§ Exercise objective:
Across the listing below, count the lines holding "align". State the number and nothing more.
—————
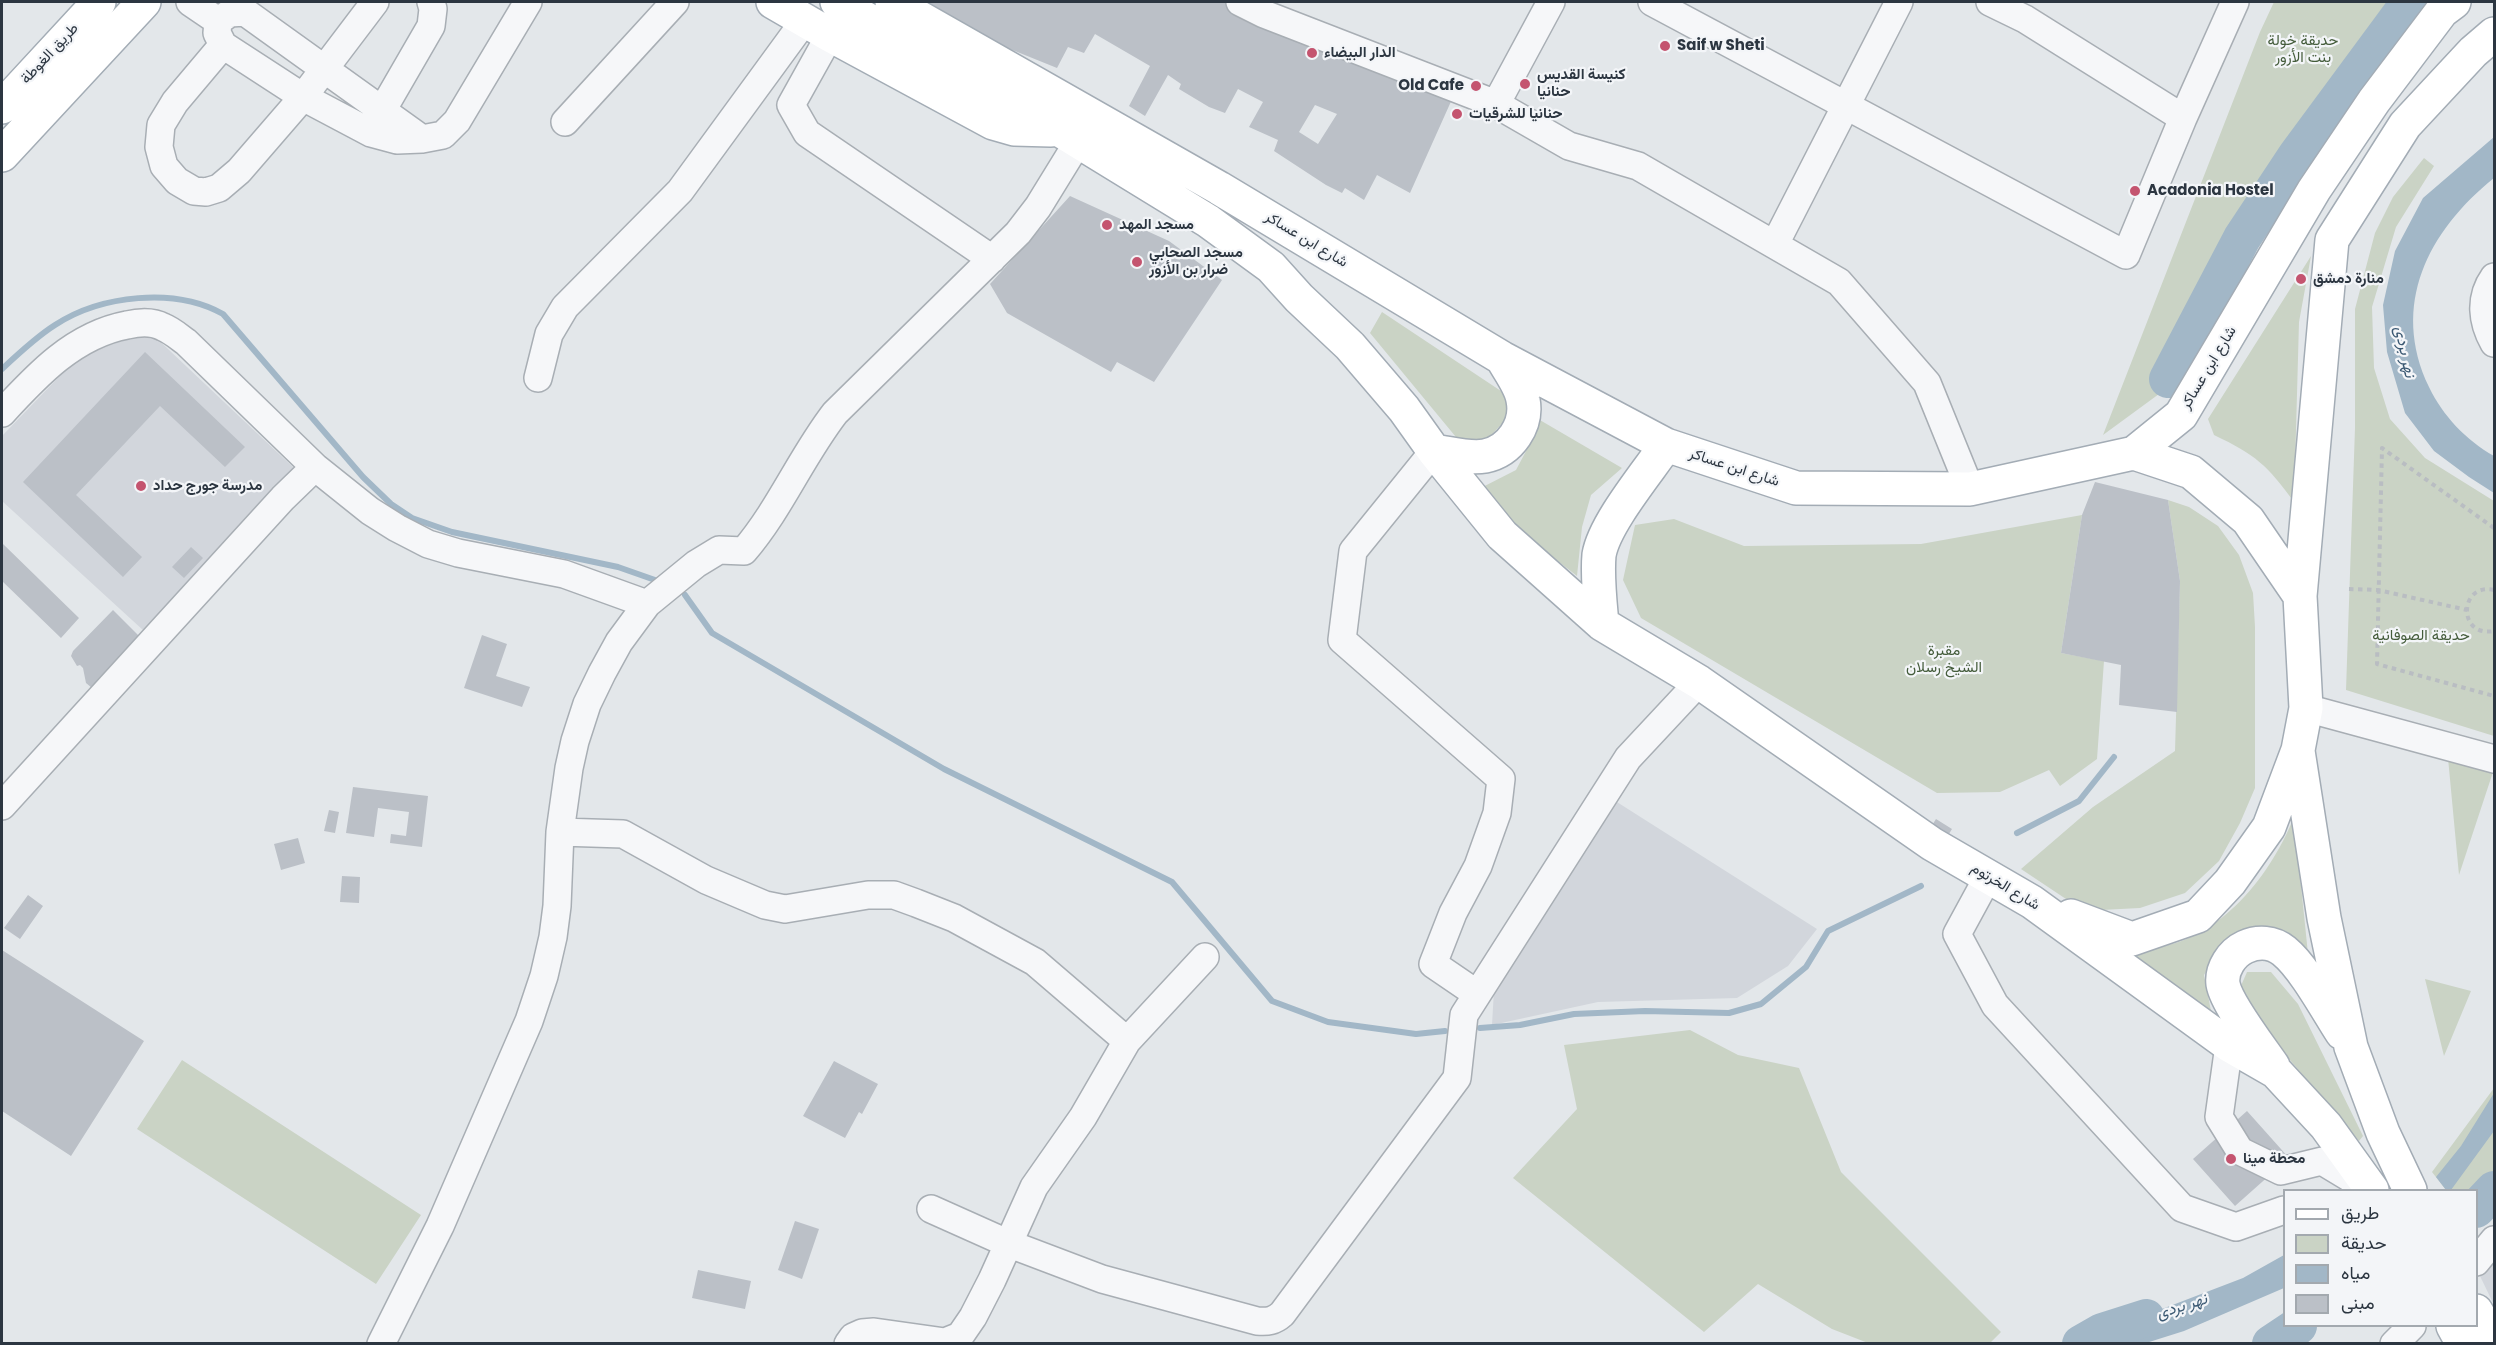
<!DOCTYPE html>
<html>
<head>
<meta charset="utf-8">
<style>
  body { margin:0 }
  #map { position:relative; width:2496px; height:1345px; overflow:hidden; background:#e3e7ea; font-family:Poppins,Vazirmatn,sans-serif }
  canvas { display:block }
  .frame { position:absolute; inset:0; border:3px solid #2c3641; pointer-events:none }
  .legend { position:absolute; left:2283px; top:1189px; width:195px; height:138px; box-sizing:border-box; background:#f3f5f8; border:2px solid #a3a9af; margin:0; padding:8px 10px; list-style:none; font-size:18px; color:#2c3641 }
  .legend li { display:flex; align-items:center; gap:12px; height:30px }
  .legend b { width:30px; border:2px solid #a3a9af }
</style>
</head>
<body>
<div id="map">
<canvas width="2496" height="1345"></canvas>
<div class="frame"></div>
<ul class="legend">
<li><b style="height:8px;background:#fff"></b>طريق</li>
<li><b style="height:16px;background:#cad3c5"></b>حديقة</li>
<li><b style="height:16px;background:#a2b7c7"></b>مياه</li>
<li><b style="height:16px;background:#bbc0c7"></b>مبنى</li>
</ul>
</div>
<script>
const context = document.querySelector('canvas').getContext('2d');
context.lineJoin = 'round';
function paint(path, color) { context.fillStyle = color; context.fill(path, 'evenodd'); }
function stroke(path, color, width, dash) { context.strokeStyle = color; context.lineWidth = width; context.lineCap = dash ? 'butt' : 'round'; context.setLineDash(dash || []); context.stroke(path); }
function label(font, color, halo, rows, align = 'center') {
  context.font = font + ' Poppins,Vazirmatn,sans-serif'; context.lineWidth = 4.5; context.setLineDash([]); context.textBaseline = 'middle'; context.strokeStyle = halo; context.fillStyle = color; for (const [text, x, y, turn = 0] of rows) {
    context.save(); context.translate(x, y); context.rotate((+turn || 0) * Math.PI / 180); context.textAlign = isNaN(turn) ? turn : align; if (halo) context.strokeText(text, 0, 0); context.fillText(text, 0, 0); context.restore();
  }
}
const built = new Path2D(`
  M150,332l146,138 -152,161 -142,-130v-65l78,-81z
  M1609,797l208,132 -29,37 -51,32 -139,4 -106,23 2,-35z
  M2494,1260v45l-14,-29z`);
const green = new Path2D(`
  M2274,2h125l-101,132 -54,84 -70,165 -71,52 157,-403z
  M2424,158l10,8 -38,61 -24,80 2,61 16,51 35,39 69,43v235l-148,-46 9,-262v-119l20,-76 18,-36z
  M2311,256l-12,66 -5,180c-27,-37 -38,-47 -80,-67l-6,-16z
  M1382,312l125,83v23l-21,23 -21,7 -95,-115z
  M1533,416l89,52 -31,27 -9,32 -5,49 -106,-83 45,-23 18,-34z
  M2168,500l21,7 29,19 21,29 14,38 2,34v161l-15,35 -21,38 -34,32 -45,15 -39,2 -32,-9 -48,-32 72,-62 82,-56 5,-170z
  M2082,515l-21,138 43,8 -7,98 -37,27 -11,-16 -49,22 -63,1 -296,-175 -18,-38 12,-55 39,-6 70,27 177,-2z
  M2448,758l45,14 -34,103z
  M2294,817l14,137 -88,-7 -16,28 7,36 -97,-65c9,1 18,3 27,3 74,-2 128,-70 153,-132z
  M2247,972h24l27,32 65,132 -4,5 -110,-129 -9,-24z
  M2425,979l46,12 -27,65z
  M1690,1030l48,25 61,13 42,104 160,160 -11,11h-122l-36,-14 -74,-45 -54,48 -191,-154 64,-69 -13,-64z
  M182,1060l239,155 -45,69 -239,-155z
  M2494,1088v97l-17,21 -1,-16h-30l-14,-18z`);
const water = new Path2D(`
  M2494,137v41c-66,53 -104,127 -65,209 14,29 37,53 65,69v37l-25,-16 -35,-26 -29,-38 -18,-61 -4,-47 12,-54 28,-53z
  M2494,1093v38l-43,59h-5l-10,-13 25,-31z
  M2284,1255v33l-100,43 -38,12h-65l21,-11 141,-54z`);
const stream = new Path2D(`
  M2,369c16,-15 34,-32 53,-44 46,-30 120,-38 168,-11l140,163 28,27 21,14 40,14 166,35 37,13
  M685,595l27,38 232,136 228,113 100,119 56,21 88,12 29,-3
  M2017,833l62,-32 35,-44
  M1480,1028l40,-3 54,-11 71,-3 84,2 32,-9 45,-37 22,-36 93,-45`);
const river = new Path2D(`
  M2168,379l74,-141 55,-83 113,-153
  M2476,1209l18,-19
  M2081,1344l21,-12 44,-14
  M2271,1344l27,-18`);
const building = new Path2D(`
  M903,2h321l33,18 196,77 -43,96 -33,-18 -13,25 -19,-12 -3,5 -16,-8 -52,-34 4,-11 -29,-13 14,-25 -25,-13 -13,24 -16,-6 -30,-18 2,-5 -13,-9 -23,41 -16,-10 21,-40 -55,-32 -11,19 -16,-6 -11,21 -52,-21 -4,8zM1315,105l22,9 -19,30 -19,-12z
  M1070,196l99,45 53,39 -68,102 -37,-20 -6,10 -104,-59 -17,-29z
  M145,352l100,95 -20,20 -65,-61 -84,89 66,62 -19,20 -100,-95z
  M2095,482l73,18 12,81 -3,131 -58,-7 2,-40 -60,-12 21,-138z
  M2,543l77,75 -18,20 -59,-57z
  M191,547l12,11 -19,20 -12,-11z
  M113,610l27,27 -48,51 -6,-5 -3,-15 -3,-3 -3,1 -6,-10 2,-5z
  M482,635l25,9 -11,32 34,11 -8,20 -58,-19z
  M353,787l75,9 -6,51 -32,-4 1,-9 15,2 3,-24 -31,-4 -4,29 -28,-4z
  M329,810l10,2 -4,21 -11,-2z
  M1936,819l16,10 -20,32 -16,-10z
  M298,838l7,25 -24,7 -7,-26z
  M342,876l18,1 -1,26 -19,-1z
  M28,895l15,11 -23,33 -16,-11z
  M2,950l142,91 -73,115 -69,-45z
  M834,1061l44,23 -16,30 -3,-2 -14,26 -42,-22z
  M2247,1111l42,47 -54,48 -42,-47z
  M795,1221l24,8 -17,50 -24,-9z
  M698,1270l53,11 -6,28 -53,-11z`);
const path = new Path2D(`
  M2494,528l-112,-80 -5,216 117,32
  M2349,589l29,1 89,20
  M2494,590c-35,-8 -37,48 0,41`);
const minor = new Path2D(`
  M190,2l28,19
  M1240,2l24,12 232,90 73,42 69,20 201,116 88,101 43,106
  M1652,2l474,253 57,-137 52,-116
  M1990,2l35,17 158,99
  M218,21l-1,12 6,12 80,52 68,36 26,7 25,-1 21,-4 14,-14 71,-119
  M218,21l12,-8 15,-1 177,127
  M830,35l-39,70 16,28 185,126
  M223,45l-48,57 -14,23 -2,22 5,19 13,15 17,10 12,1 13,-4 20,-17 64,-74 72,-95
  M1496,104l55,-102
  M383,109l48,-83 2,-17 -2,-7
  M565,122l110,-120
  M1775,244l124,-242
  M2494,277c-15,21 -12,45 0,66
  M538,378l11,-44 16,-27 115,-116 125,-171
  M2,413c35,-38 72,-78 125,-88 13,-3 25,-4 36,2 8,3 16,10 23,15l129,125 55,44 27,17 31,16 30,9 106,21 83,30
  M1434,451l-81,100 -11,89 159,139 -4,34 -19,53 -25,47 -20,51 44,30
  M2306,708l188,51
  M2,806l281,-308 32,-31
  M560,832l63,2 83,46 59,25 20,4 83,-14h26l22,8 38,15 81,44 92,79
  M1988,877l-31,57 38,71 187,203 54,19 48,-17
  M2229,1045l-10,72 21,34 41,20 41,-10 48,29
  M931,1209l76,34 95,36 155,42c11,1 17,0 25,-7l175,-236 7,-63 164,-257 71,-76
  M2476,1262l18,-22
  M381,1344l59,-118 89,-205 15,-45 9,-39 4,-31 3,-74 9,-64 6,-27 12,-37 15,-31 17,-31 28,-38 49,-40 23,-14 25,1c36,-42 57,-94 91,-138l183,-180 20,-26 40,-65
  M848,1344l5,-7 9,-4 12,-1 71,10 15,-6 13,-19 19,-37 42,-93 49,-70 44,-76 78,-84
  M2394,1344l18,-18`);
const major = new Path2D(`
  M773,2l57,33 163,88 21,6 37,1
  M837,2l221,127 150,92 63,46 28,31 51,48 54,63 30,42 68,84 100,89 97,58 233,162 100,58 197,143 47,27 50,54 46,64
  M892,2l327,186 283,170 164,87 130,43 174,1 164,-36 47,-38 133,-225 60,-89 68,-90 12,-9
  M2,107l97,-105
  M2,155l142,-153
  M1434,451c16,2 35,8 51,5 25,-5 43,-31 38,-56 -2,-14 -14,-29 -21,-42
  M2134,453l57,19 57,48 52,76
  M1602,624c-2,-22 -5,-47 -3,-69 5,-31 48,-82 67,-110
  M2298,751l26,167 27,129 32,86 27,57
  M2071,916l61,23 66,-23 32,-34 39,-55 29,-77 8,-42 -6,-112 32,-356 73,-115 68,-73 21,-18
  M2273,1066c-13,-19 -47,-63 -50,-82 -2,-15 9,-31 22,-37 13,-6 28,-5 39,4 20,16 43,59 58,82
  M2476,1311l18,30
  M2453,1326l10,18`);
const markers = [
  [1665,46,6,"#c4546f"],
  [1312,53,6,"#c4546f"],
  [1525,84,6,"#c4546f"],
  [1476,86,6,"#c4546f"],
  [1457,114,6,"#c4546f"],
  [2135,191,6,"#c4546f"],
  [1107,225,6,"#c4546f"],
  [1137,262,6,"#c4546f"],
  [2301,279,6,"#c4546f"],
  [141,486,6,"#c4546f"],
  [2231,1159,6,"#c4546f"]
];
const parkNames = [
  ["حديقة خولة",2303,41],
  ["بنت الأزور",2303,58],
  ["حديقة الصوفانية",2421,636],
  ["مقبرة",1944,651],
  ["الشيخ رسلان",1944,668]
];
const poiNames = [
  ["Saif w Sheti",1677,46],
  ["الدار البيضاء",1324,53],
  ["كنيسة القديس",1537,75],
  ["حنانيا",1537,92],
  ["Old Cafe",1464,86,"right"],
  ["حنانيا للشرقيات",1469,114],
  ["Acadonia Hostel",2147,191],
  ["مسجد المهد",1119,225],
  ["مسجد الصحابي",1149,253],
  ["ضرار بن الأزور",1149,270],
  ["منارة دمشق",2313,279],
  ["مدرسة جورج حداد",153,486],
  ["محطة مينا",2243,1159]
];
const streetNames = [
  ["طريق الغوطة",50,54,-47],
  ["شارع ابن عساكر",1306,240,31],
  ["شارع ابن عساكر",2209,368,-59],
  ["شارع ابن عساكر",1734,468,18],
  ["شارع الخرتوم",2005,887,31]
];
const waterNames = [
  ["نهر بردى",2404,352,78],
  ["نهر بردى",2182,1307,-18]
];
paint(built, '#d2d6dc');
paint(green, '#cad3c5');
paint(water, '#a2b7c7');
stroke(stream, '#a2b7c7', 6);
stroke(river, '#a2b7c7', 38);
paint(building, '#bbc0c7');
stroke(minor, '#a8aeb4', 30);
stroke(major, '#a3acb5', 36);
stroke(path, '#b9bdc2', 4, [4.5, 4.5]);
stroke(minor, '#f6f7f9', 27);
stroke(major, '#fff', 33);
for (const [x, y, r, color] of markers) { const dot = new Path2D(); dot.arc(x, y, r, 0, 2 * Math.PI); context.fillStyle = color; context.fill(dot); stroke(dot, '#f3f5f8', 2); }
label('15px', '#445c3b', '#f3f5f8', parkNames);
label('bold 15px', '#2c3641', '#f3f5f8', poiNames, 'left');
label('15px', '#2c3641', '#f3f5f8', streetNames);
label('italic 16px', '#3a5872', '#f3f5f8', waterNames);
</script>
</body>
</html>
—————
§ Solution to this task:
3